Trouble with your Building Job? — Work not quite going to plan? — Do you need help managing the project?

Channel 4 TV is currently producing a primetime series about domestic building jobs that have gone off the rails. We are looking at cases where a stalemate has arisen between builder and homeowner and both parties feel they’ve reached a deadlock. Our aim is to put the project back on track with the help of a leading building industry mediator – free of charge. The series will address the common pit-falls that arise and promote good building practice.

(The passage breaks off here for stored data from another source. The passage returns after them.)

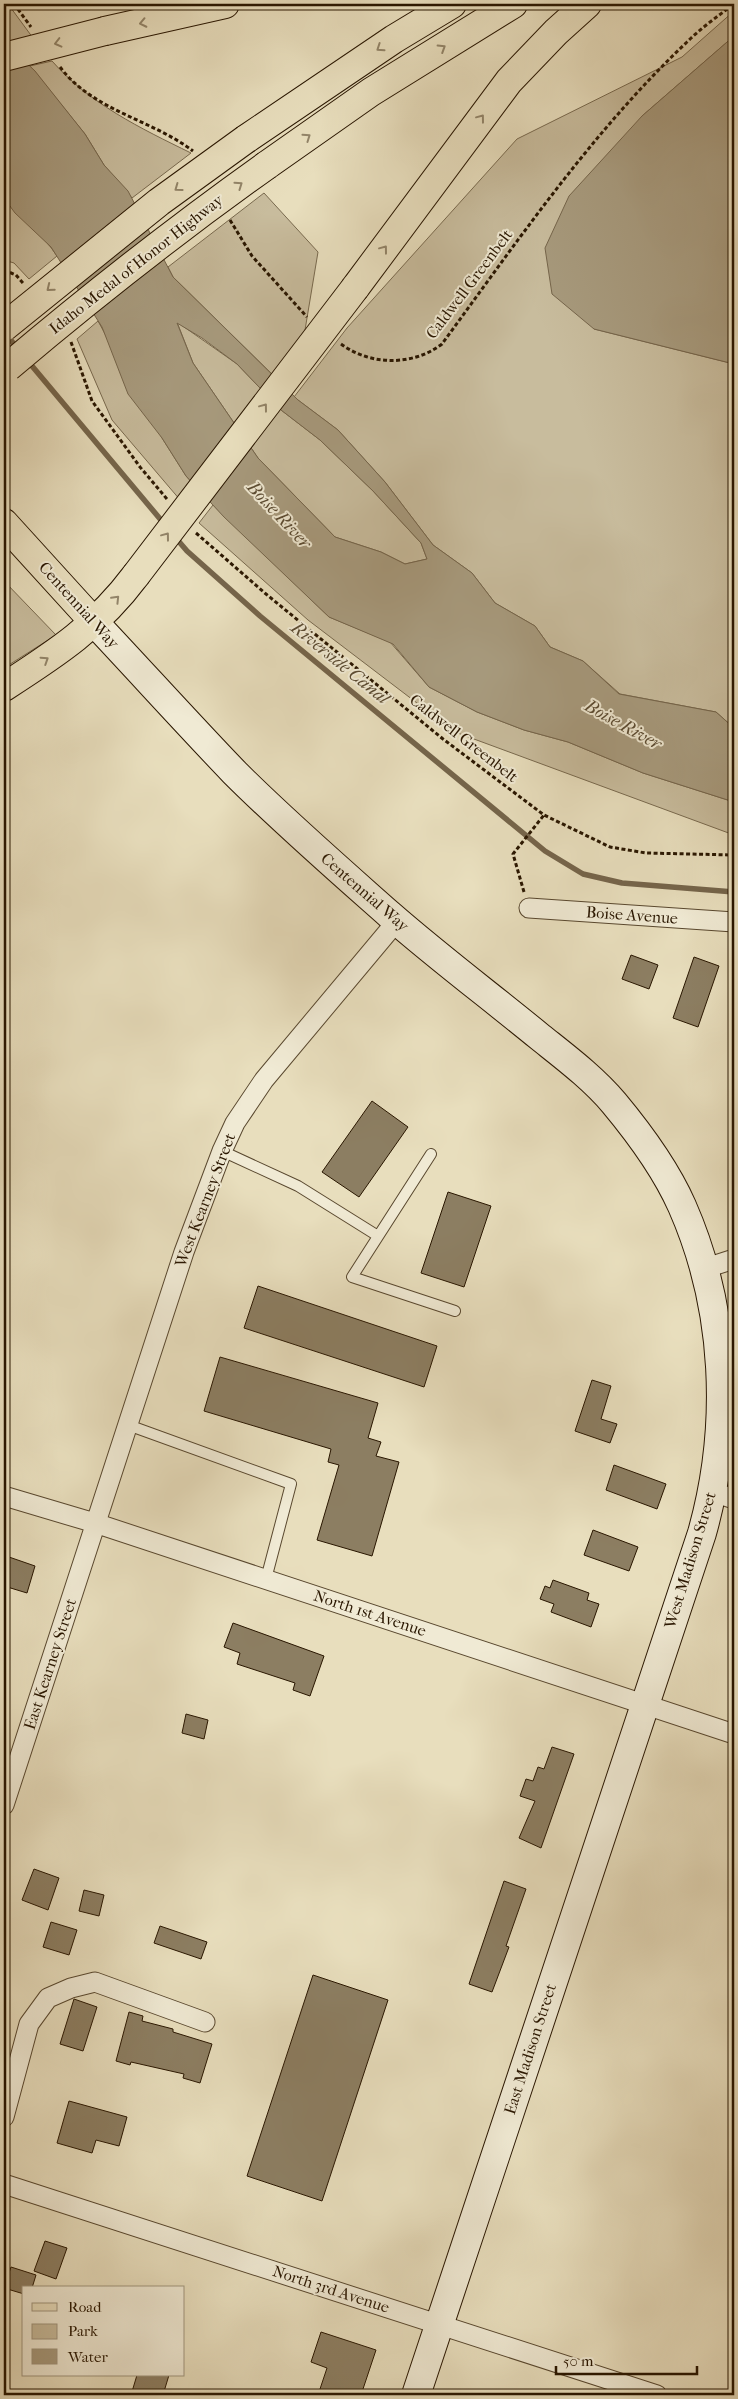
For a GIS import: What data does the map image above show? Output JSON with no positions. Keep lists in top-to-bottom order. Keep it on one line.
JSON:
{"streets":{"main road":["Idaho Medal of Honor Highway","Centennial Way","West Madison Street","East Madison Street"],"street":["Boise Avenue","West Kearney Street","North 1st Avenue","East Kearney Street","North 3rd Avenue"],"path":["Caldwell Greenbelt"]},"crossings":[["Centennial Way","West Kearney Street"],["Centennial Way","West Madison Street"],["West Kearney Street","North 1st Avenue"],["West Kearney Street","East Kearney Street"],["West Madison Street","North 1st Avenue"],["West Madison Street","East Madison Street"],["North 1st Avenue","East Kearney Street"],["North 1st Avenue","East Madison Street"],["East Madison Street","North 3rd Avenue"]],"water":["Boise River","Riverside Canal"],"legend":["Road","Park","Water"],"scale_bar":"50 m"}
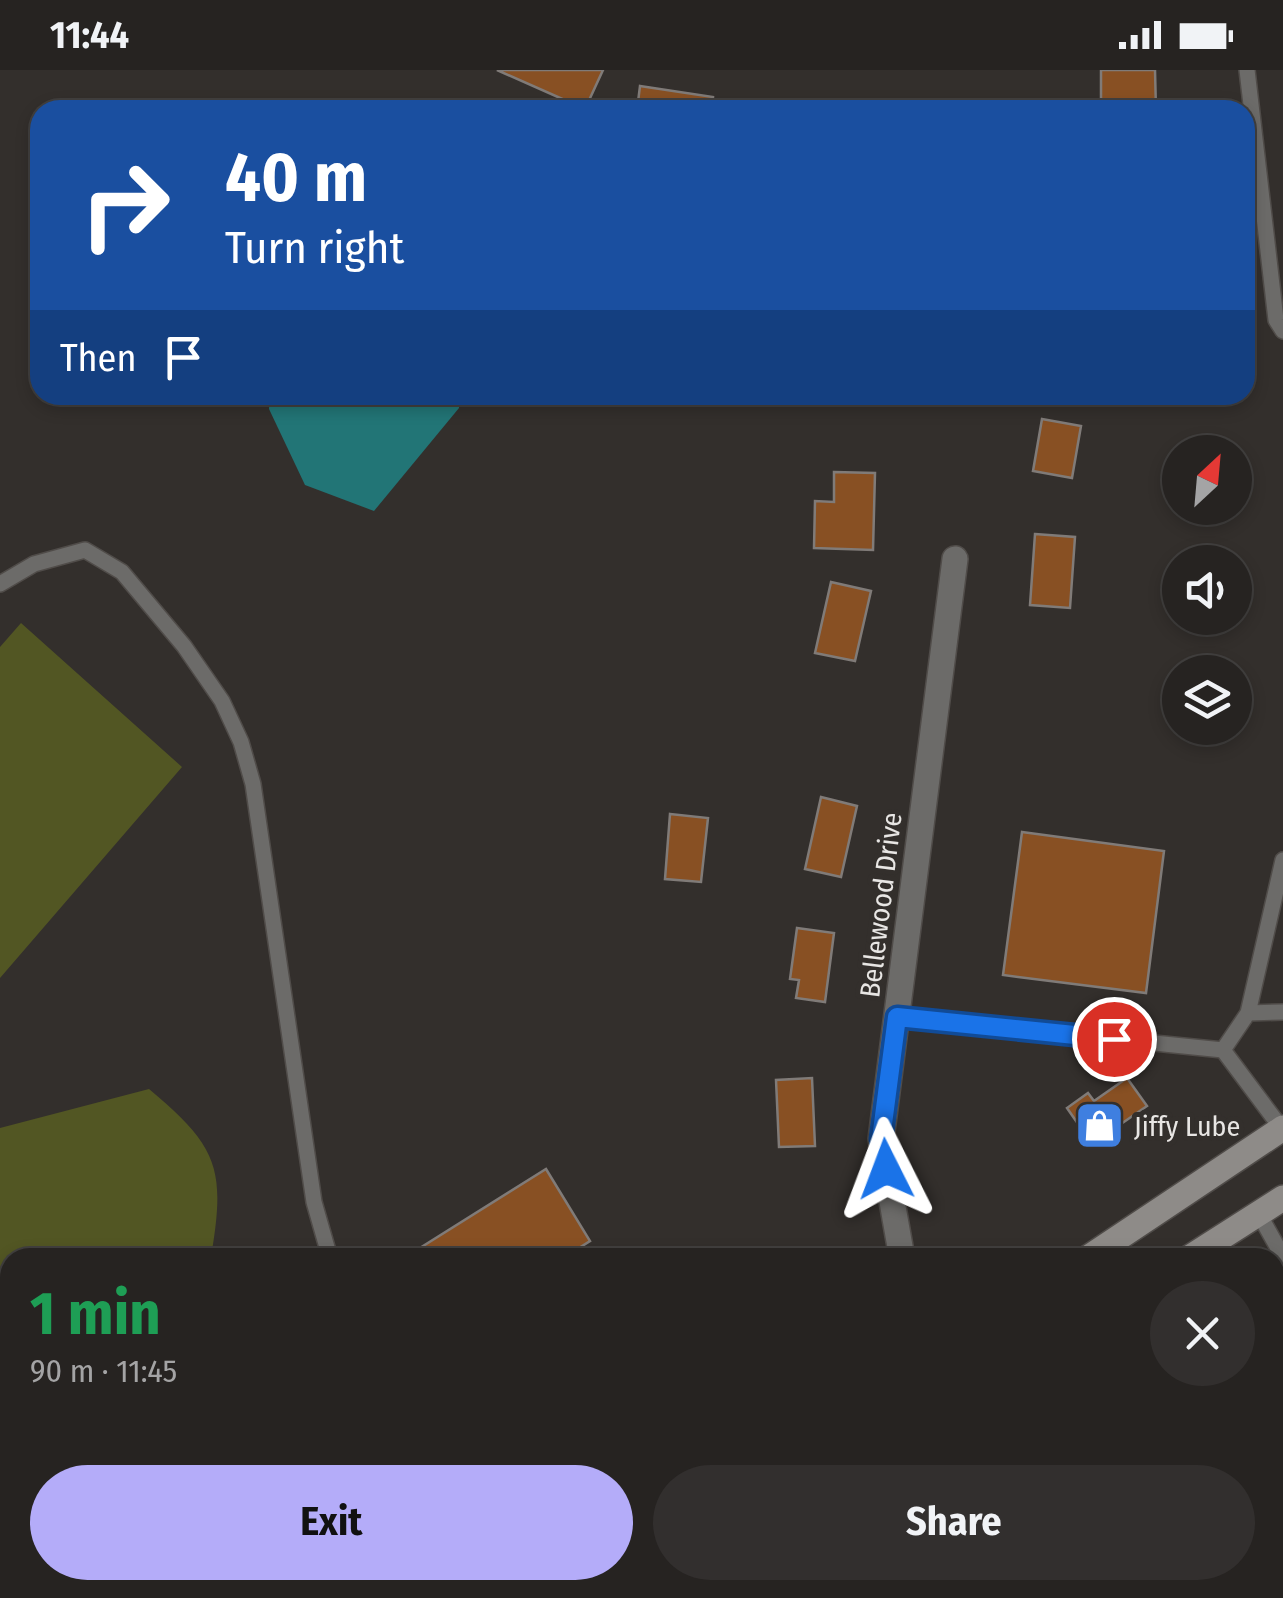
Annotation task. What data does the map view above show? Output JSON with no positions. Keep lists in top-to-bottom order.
{
  "streets": {
    "street": ["Bellewood Drive"]
  },
  "places": {
    "shop": ["Jiffy Lube"]
  },
  "north": "top right",
  "page": {
    "status": "11:44",
    "turn": ["40 m", "Turn right"],
    "then": "Then",
    "heading": ["1 min", "90 m · 11:45"],
    "buttons": ["Exit", "Share"]
  }
}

Are you an unhappy builder who just wants to get the job done or a desperate client locked in a stand-off whilst living on a building site? If so we’d like to hear from you:

Please contact Dan Marshall on: 0207 907 0894 or email dan@bettytv.co.uk All calls will be treated in the strictest of confidence.

12 Oct 2006

Rejected by Windsave

Following on from my last post, the Windsave surveyor came today, took one look around the house and said “Sorry, no can do.” The reason our house fails the Windsave test is that the upper storey is covered in timber clapboarding and that isn’t felt to be strong enough to hold onto a windturbine. I can get a full refund but I have to go back into B&Q in person to collect.

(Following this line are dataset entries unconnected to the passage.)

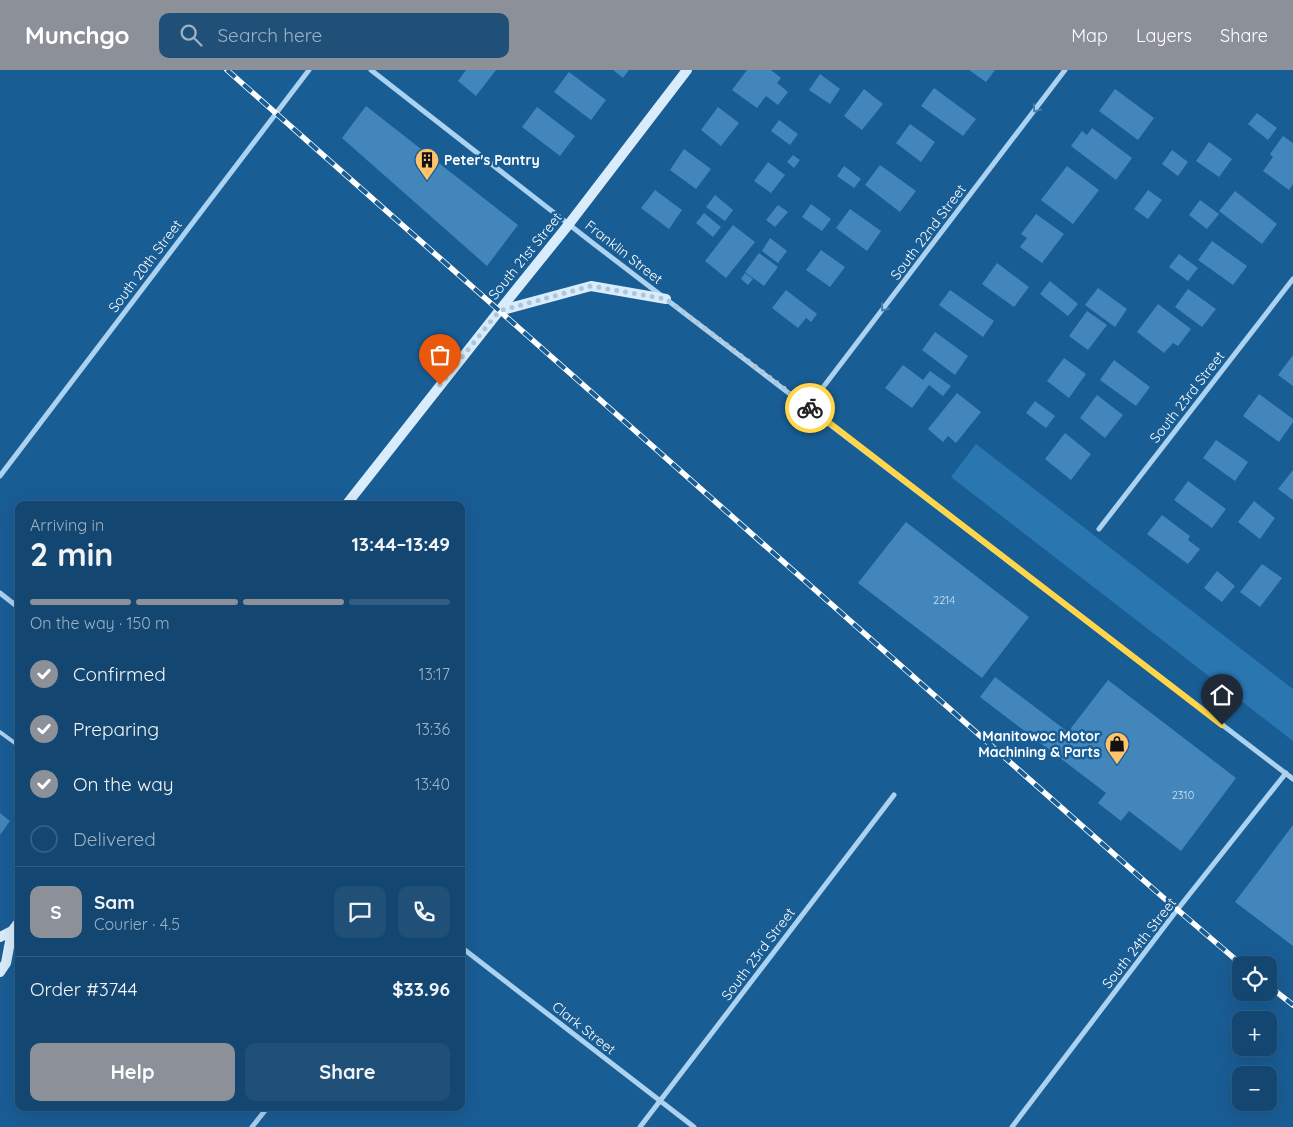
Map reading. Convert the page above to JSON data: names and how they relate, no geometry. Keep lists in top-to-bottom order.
{
  "streets": {
    "main road": ["South 21st Street"],
    "street": [
      "South 22nd Street",
      "Franklin Street",
      "South 20th Street",
      "South 23rd Street",
      "South 24th Street",
      "Clark Street"
    ]
  },
  "crossings": [
    ["South 22nd Street", "Franklin Street"],
    ["Franklin Street", "South 21st Street"],
    ["Franklin Street", "South 24th Street"],
    ["South 23rd Street", "Clark Street"]
  ],
  "one_way": ["South 22nd Street"],
  "places": {
    "building": ["Peter's Pantry"],
    "shop": ["Manitowoc Motor Machining & Parts"]
  },
  "house_numbers": ["2214", "2310"],
  "page": {
    "header": "Munchgo",
    "search": "Search here",
    "nav": ["Map", "Layers", "Share"],
    "heading": ["2 min", "Arriving in", "13:44–13:49"],
    "panel": [
      "Sam",
      "Courier · 4.5",
      "Order #3744",
      "$33.96"
    ],
    "bar": "On the way · 150 m",
    "list": [
      ["Confirmed", "13:17"],
      ["Preparing", "13:36"],
      ["On the way", "13:40"],
      "Delivered"
    ],
    "round": "S",
    "map_buttons": ["+", "−"],
    "buttons": ["Help", "Share"]
  }
}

There were lots of questions I wanted to ask this guy but there didn’t seem to be a lot of point. “Will it be noisy?” or “Will it attract lightning?” seem a bit pointless if you aren’t going to have one. And, to be honest, I am not sure this guy would have known the answer in any event. He was just there to make an assessment. I don’t think he had been working for them for too long and I suspect he wouldn’t have known the answers.

But I did manage a couple of questions. One was “Do they need planning permission?” He reckoned not, unless the house was listed or in a conservation area. This conflicts with my local council: I phoned them earlier in the week and they didn’t sound very sure but advised me that it would fall outside the normal permitted development rights and would therefore require a planning application.

I also asked him how busy he was. The answer was very busy. He has done 30 visits in the last two weeks. He also said there have been 28,000 enquiries logged via the Windsave website.

Finally, I asked him how much electricity I could hope to generate. “They reckon that you could save up to a third of your electricity bill with one of these.”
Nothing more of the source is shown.